Confiar en que el camino es posible
En el patio de la escuela, durante el recreo, las maestras conversaban entre ellas mientras miraban jugar a los niños. Todas menos Laura, la maestra de Brian que no paraba de correr detrás de él, llamándole la atención porque pegaba a un compañero, le ponía la traba al otro, le tiraba del pelo a una compañera...
Todas, menos ella, descansaban en el recreo y cuidaban a los niños con una taza de té en la mano. Laura no se quedaba quieta ni un momento. A veces, cansada de darle oportunidades, sentaba a Brian en un banco que estaba cerca de donde estaban ellas y, desde ahí, lo miraba.
En el salón la situación no era mejor. Laura ya había probado todos los lugares y lo sentó con todo tipo de compañeros: tranquilos, movidos, de enfado fácil, le aguantaban... pero nada resultaba, en menos de dos minutos estaban a su lado para pedir cambio de lugar; no podían trabajar a su lado. Brian parecía disfrutar de la situación.

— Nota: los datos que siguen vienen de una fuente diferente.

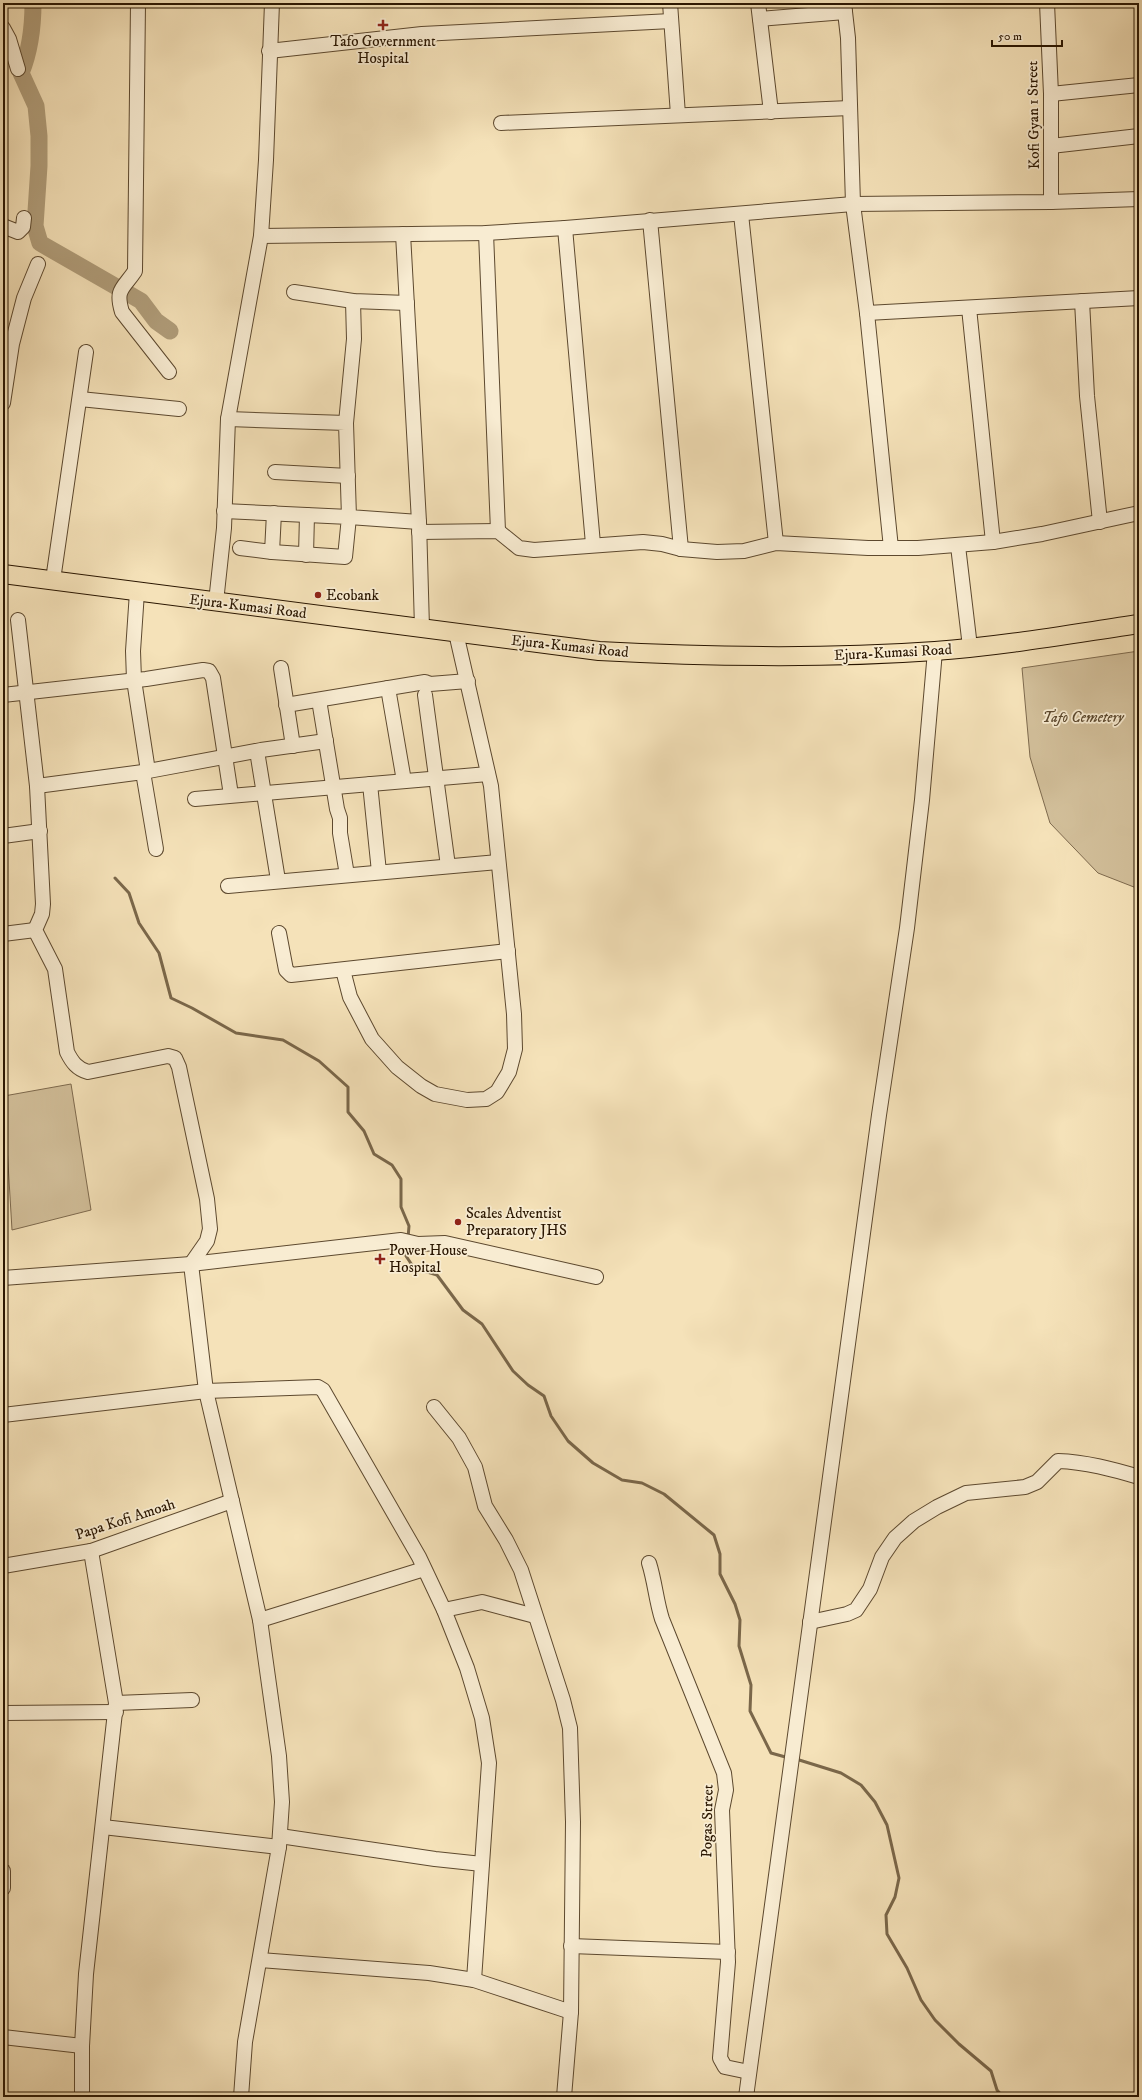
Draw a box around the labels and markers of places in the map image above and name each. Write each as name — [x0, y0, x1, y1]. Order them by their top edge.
marker: Tafo Government Hospital — [377, 19, 389, 31]
place label: Tafo Government Hospital — [330, 32, 436, 68]
place label: Ecobank — [326, 586, 380, 605]
marker: Ecobank — [313, 590, 323, 600]
place label: Scales Adventist Preparatory JHS — [466, 1204, 567, 1240]
marker: Scales Adventist Preparatory JHS — [453, 1217, 463, 1227]
place label: Power House Hospital — [389, 1241, 467, 1277]
marker: Power House Hospital — [374, 1253, 386, 1265]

Laura le puso malas notas en el cuaderno y en el boletín, lo suspendieron, firmó el libro de disciplina de la escuela, y sus padres lo dejaron sin el extraescolar deportivo. Nada dio retultado. Brian seguía como siempre.
Hacia mitad de año, la maestra enfermó y pidieron una suplente por dos meses. Llegó una señora mayor, recién salida de maestra hacía poquito, sin mucha experiencia. El resto de sus compañeras hablaba a sus espaldas; murmuraban diciendo que no iba a aguantar mucho, que la paciencia no le alcanzaría, que le faltaban recursos... Ella escuchó algún comentario pero, como necesitaba trabajar, no les dio importancia. Lo que no pudo evitar oír fue todo lo que le dijeron de Brian.
Esa mañana llegó con su babi nuevo, recién planchado y se paró delante de los niños que estaban en la fila. Los saludó uno por uno y les preguntó el nombre. Cuando entraron al aula le pidió a Brian que fuera a buscar el registro a secretaría.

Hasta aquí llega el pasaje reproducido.